- _Directions_
Would you filter these records and copy every line that has the word "main"?

- _Given data_
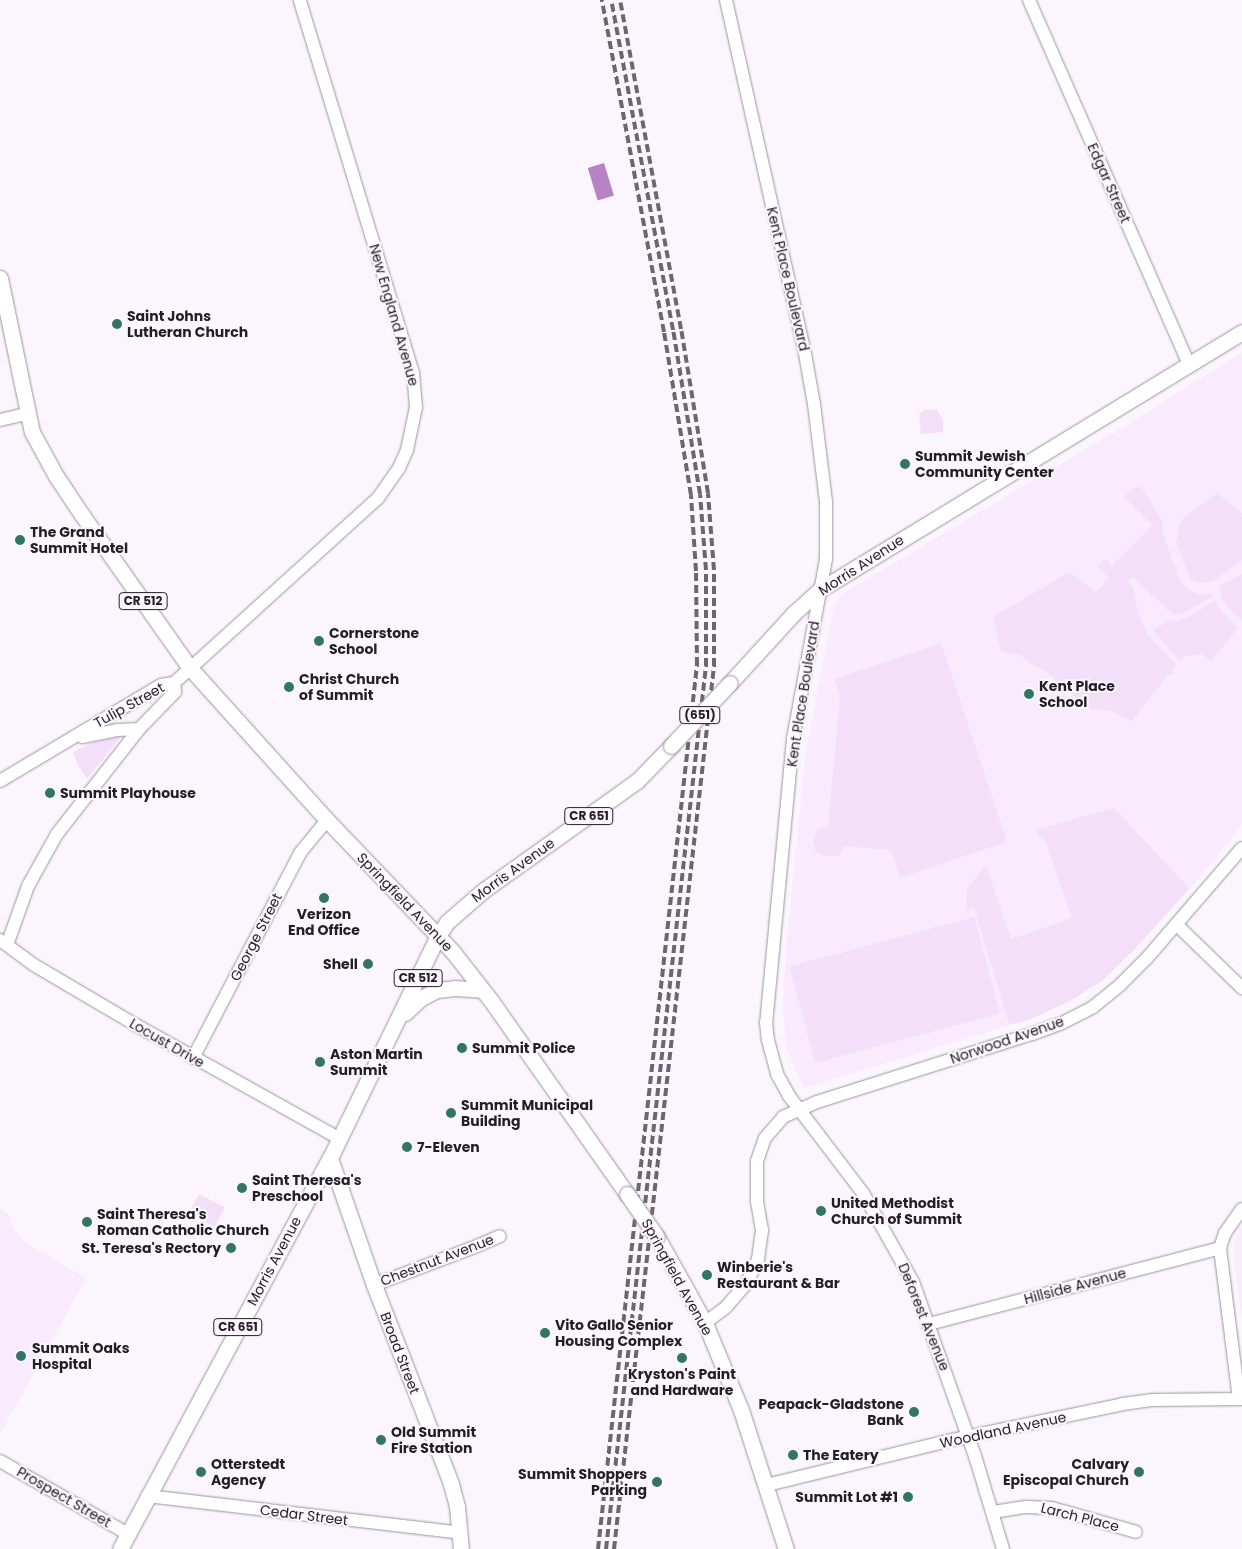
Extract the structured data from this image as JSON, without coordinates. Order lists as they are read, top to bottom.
{
  "streets": {
    "main road": [
      "Morris Avenue",
      "CR 512",
      "(651)",
      "CR 651",
      "Springfield Avenue",
      "Broad Street"
    ],
    "street": [
      "Edgar Street",
      "Kent Place Boulevard",
      "New England Avenue",
      "Tulip Street",
      "George Street",
      "Norwood Avenue",
      "Locust Drive",
      "Chestnut Avenue",
      "Hillside Avenue",
      "Deforest Avenue",
      "Woodland Avenue",
      "Prospect Street",
      "Cedar Street",
      "Larch Place"
    ]
  },
  "crossings": [
    ["Edgar Street", "Morris Avenue"],
    ["Kent Place Boulevard", "Morris Avenue"],
    ["Kent Place Boulevard", "Norwood Avenue"],
    ["Kent Place Boulevard", "Deforest Avenue"],
    ["New England Avenue", "Tulip Street"],
    ["New England Avenue", "Springfield Avenue"],
    ["Morris Avenue", "Springfield Avenue"],
    ["Morris Avenue", "Locust Drive"],
    ["Morris Avenue", "Broad Street"],
    ["Morris Avenue", "Prospect Street"],
    ["Morris Avenue", "Cedar Street"],
    ["Tulip Street", "Springfield Avenue"],
    ["Springfield Avenue", "George Street"],
    ["Springfield Avenue", "Woodland Avenue"],
    ["George Street", "Locust Drive"],
    ["Norwood Avenue", "Deforest Avenue"],
    ["Chestnut Avenue", "Broad Street"],
    ["Hillside Avenue", "Deforest Avenue"],
    ["Deforest Avenue", "Woodland Avenue"],
    ["Deforest Avenue", "Larch Place"],
    ["Broad Street", "Cedar Street"]
  ],
  "places": [
    "Saint Johns Lutheran Church",
    "Summit Jewish Community Center",
    "The Grand Summit Hotel",
    "Cornerstone School",
    "Christ Church of Summit",
    "Kent Place School",
    "Summit Playhouse",
    "Verizon End Office",
    "Shell",
    "Summit Police",
    "Aston Martin Summit",
    "Summit Municipal Building",
    "7-Eleven",
    "Saint Theresa's Preschool",
    "United Methodist Church of Summit",
    "Saint Theresa's Roman Catholic Church",
    "St. Teresa's Rectory",
    "Winberie's Restaurant & Bar",
    "Vito Gallo Senior Housing Complex",
    "Summit Oaks Hospital",
    "Kryston's Paint and Hardware",
    "Peapack-Gladstone Bank",
    "Old Summit Fire Station",
    "The Eatery",
    "Otterstedt Agency",
    "Calvary Episcopal Church",
    "Summit Shoppers Parking",
    "Summit Lot #1"
  ]
}
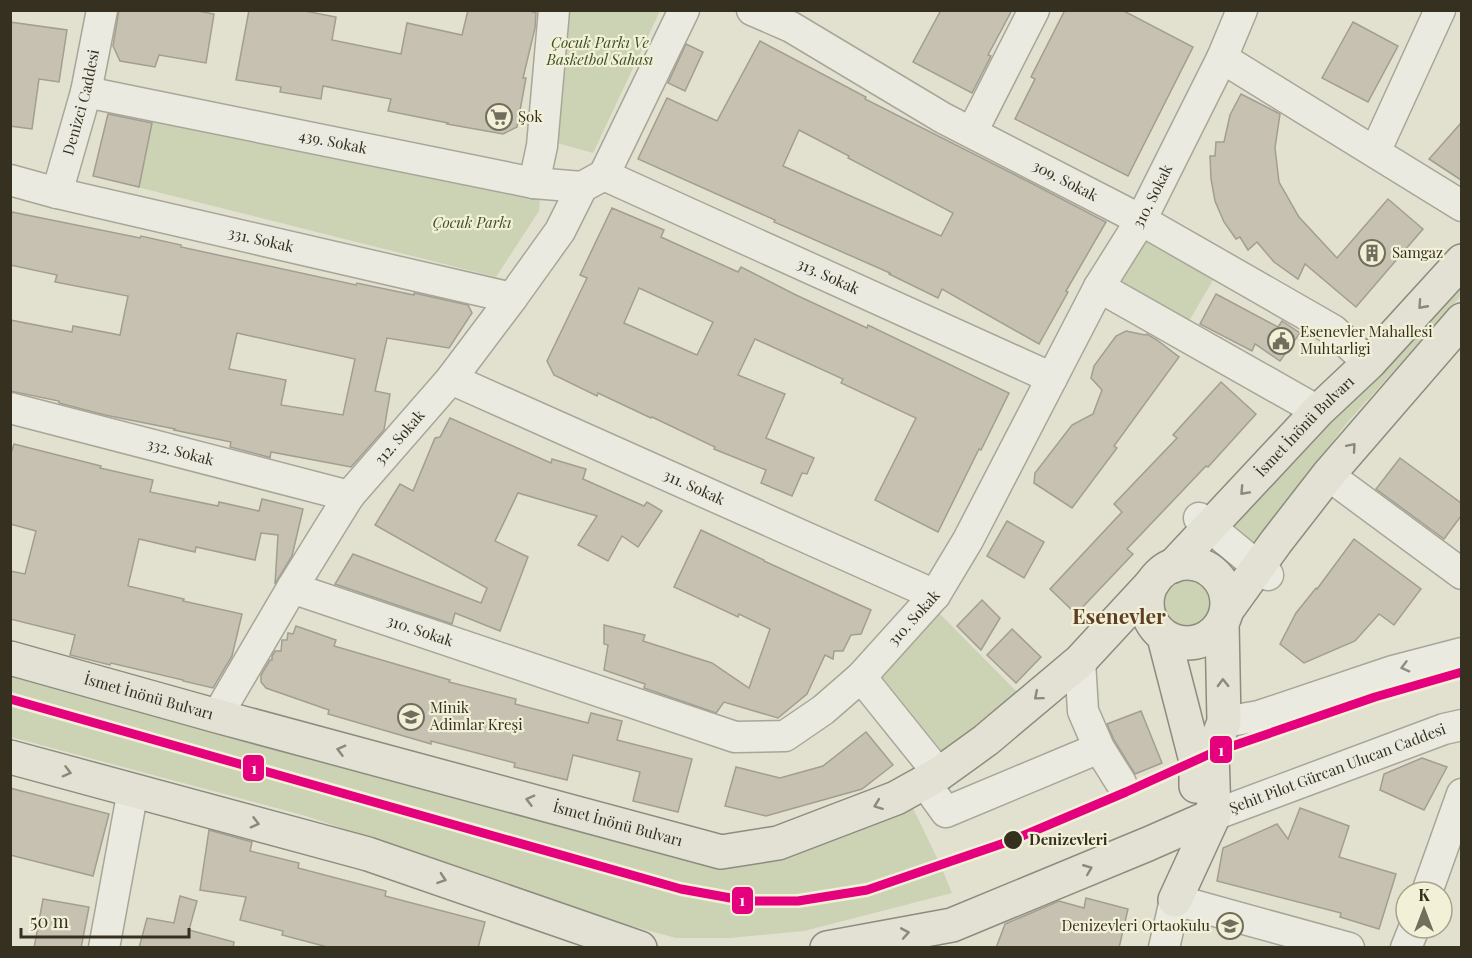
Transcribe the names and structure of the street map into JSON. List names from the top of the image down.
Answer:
{
  "streets": {
    "main road": ["İsmet İnönü Bulvarı"],
    "street": [
      "Denizci Caddesi",
      "439. Sokak",
      "309. Sokak",
      "310. Sokak",
      "331. Sokak",
      "313. Sokak",
      "312. Sokak",
      "332. Sokak",
      "311. Sokak",
      "Şehit Pilot Gürcan Ulucan Caddesi"
    ]
  },
  "crossings": [
    ["Denizci Caddesi", "439. Sokak"],
    ["Denizci Caddesi", "331. Sokak"],
    ["439. Sokak", "313. Sokak"],
    ["439. Sokak", "312. Sokak"],
    ["309. Sokak", "310. Sokak"],
    ["309. Sokak", "İsmet İnönü Bulvarı"],
    ["310. Sokak", "313. Sokak"],
    ["310. Sokak", "312. Sokak"],
    ["310. Sokak", "311. Sokak"],
    ["331. Sokak", "312. Sokak"],
    ["313. Sokak", "312. Sokak"],
    ["İsmet İnönü Bulvarı", "312. Sokak"],
    ["312. Sokak", "332. Sokak"],
    ["312. Sokak", "311. Sokak"]
  ],
  "districts": ["Esenevler"],
  "parks": ["Çocuk Parkı Ve Basketbol Sahası", "Çocuk Parkı"],
  "places": {
    "supermarket": ["Şok"],
    "building": ["Samgaz"],
    "public building": ["Esenevler Mahallesi Muhtarligi"],
    "school or university": ["Minik Adimlar Kreşi", "Denizevleri Ortaokulu"],
    "other": ["Denizevleri"]
  },
  "lines": ["transit line 1"],
  "scale_bar": "50 m",
  "north": "top"
}
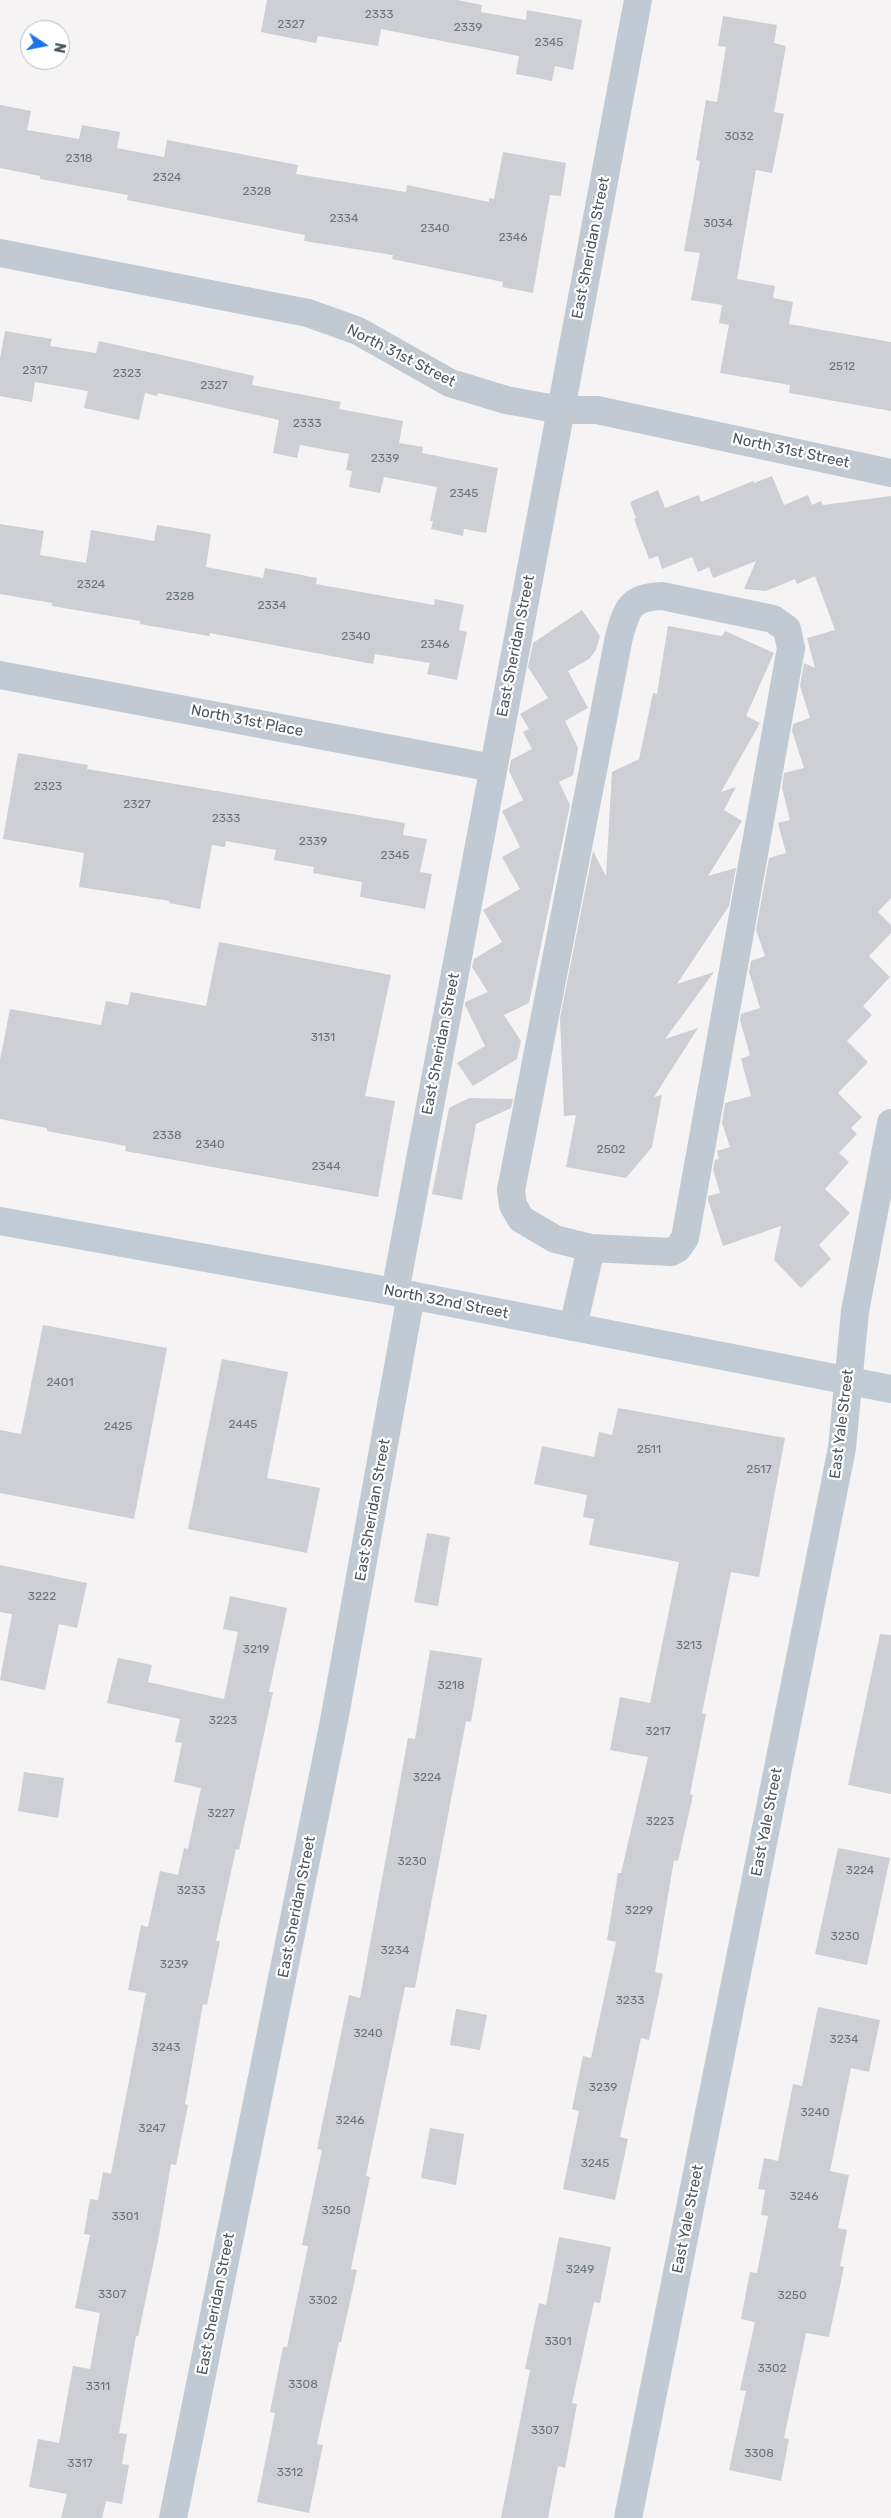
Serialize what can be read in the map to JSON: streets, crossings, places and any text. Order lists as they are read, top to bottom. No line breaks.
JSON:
{"streets":{"main road":["North 32nd Street"],"street":["East Sheridan Street","North 31st Street","North 31st Place","East Yale Street"]},"crossings":[["East Sheridan Street","North 31st Street"],["East Sheridan Street","North 31st Place"],["East Sheridan Street","North 32nd Street"],["North 32nd Street","East Yale Street"]],"house_numbers":["2333","2327","2339","2345","3032","2318","2324","2328","2334","3034","2340","2346","2512","2317","2323","2327","2333","2339","2345","2324","2328","2334","2340","2346","2323","2327","2333","2339","2345","3131","2338","2340","2502","2344","2401","2445","2425","2511","2517","3222","3213","3219","3218","3223","3217","3224","3227","3223","3230","3224","3233","3229","3230","3234","3239","3233","3240","3234","3243","3239","3240","3246","3247","3245","3246","3250","3301","3249","3307","3250","3302","3301","3302","3308","3311","3307","3308","3317","3312"],"north":"right"}
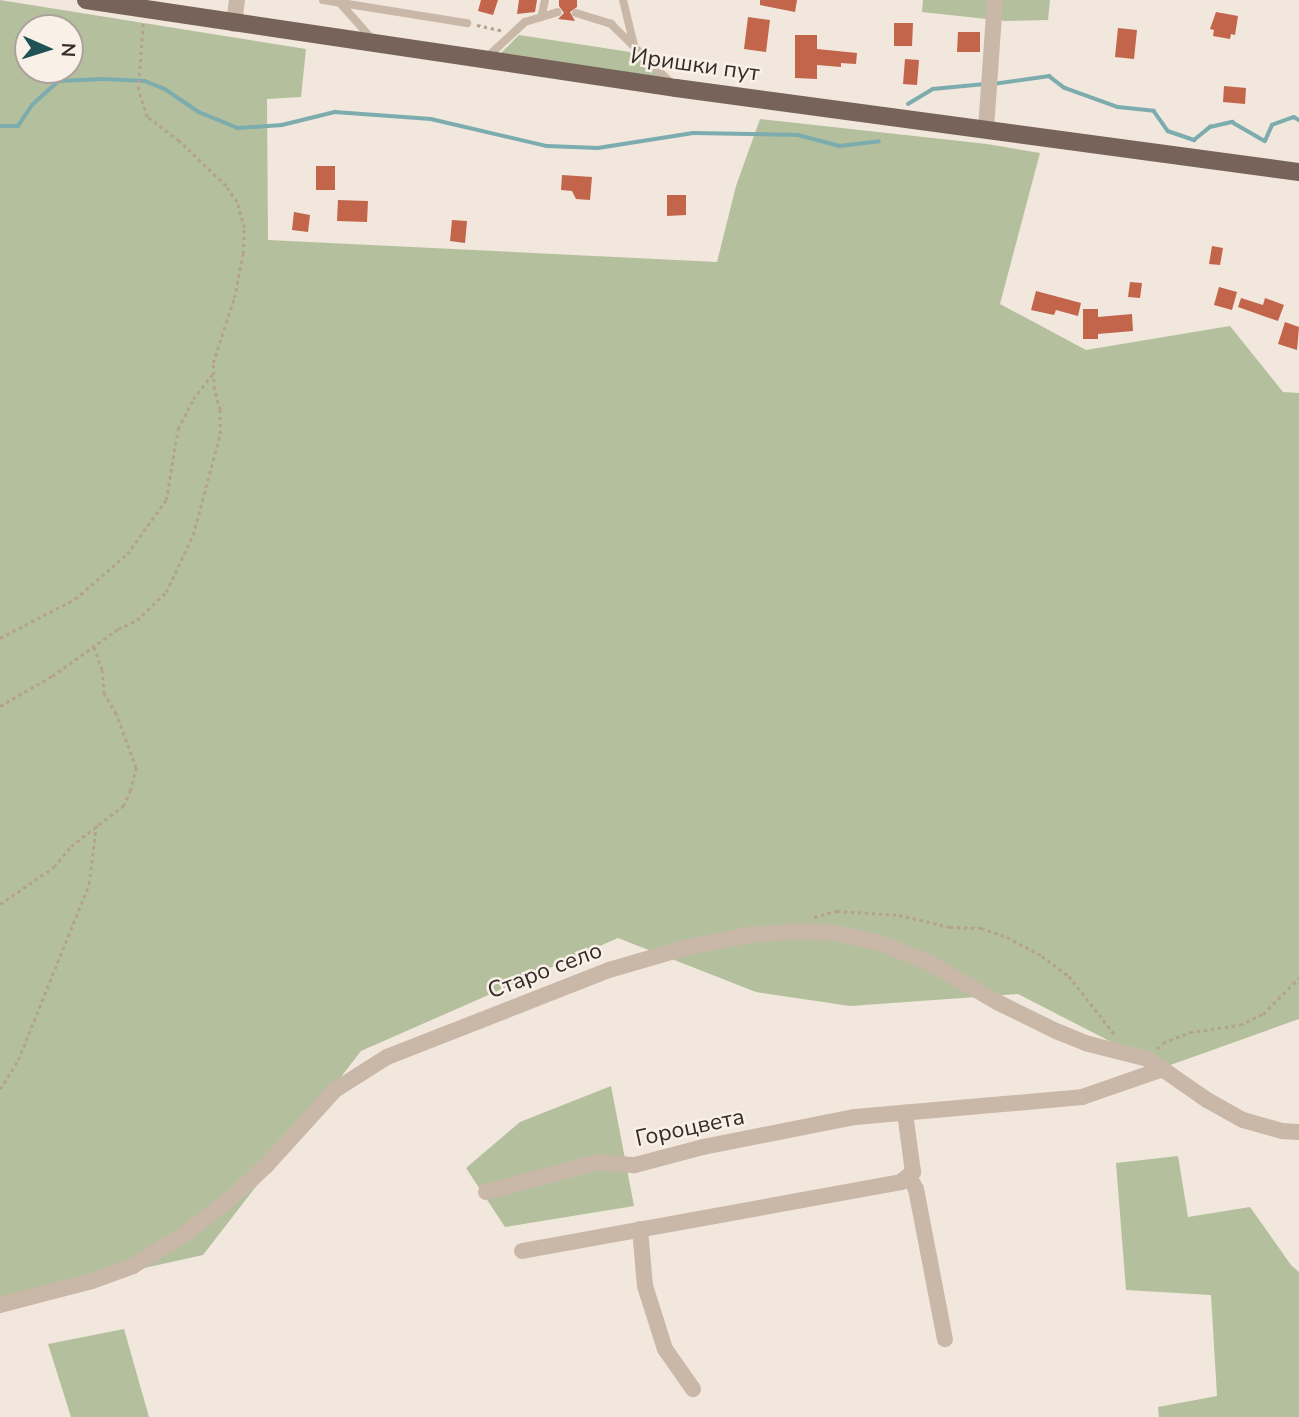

- _Task answer_
    "main road": [
    "main road": ["İsmet İnönü Bulvarı"],
{"streets":{"main road":["North 32nd Street"],"street":["East Sheridan Street","North 31st Street","North 31st Place","East Yale Street"]},"crossings":[["East Sheridan Street","North 31st Street"],["East Sheridan Street","North 31st Place"],["East Sheridan Street","North 32nd Street"],["North 32nd Street","East Yale Street"]],"house_numbers":["2333","2327","2339","2345","3032","2318","2324","2328","2334","3034","2340","2346","2512","2317","2323","2327","2333","2339","2345","2324","2328","2334","2340","2346","2323","2327","2333","2339","2345","3131","2338","2340","2502","2344","2401","2445","2425","2511","2517","3222","3213","3219","3218","3223","3217","3224","3227","3223","3230","3224","3233","3229","3230","3234","3239","3233","3240","3234","3243","3239","3240","3246","3247","3245","3246","3250","3301","3249","3307","3250","3302","3301","3302","3308","3311","3307","3308","3317","3312"],"north":"right"}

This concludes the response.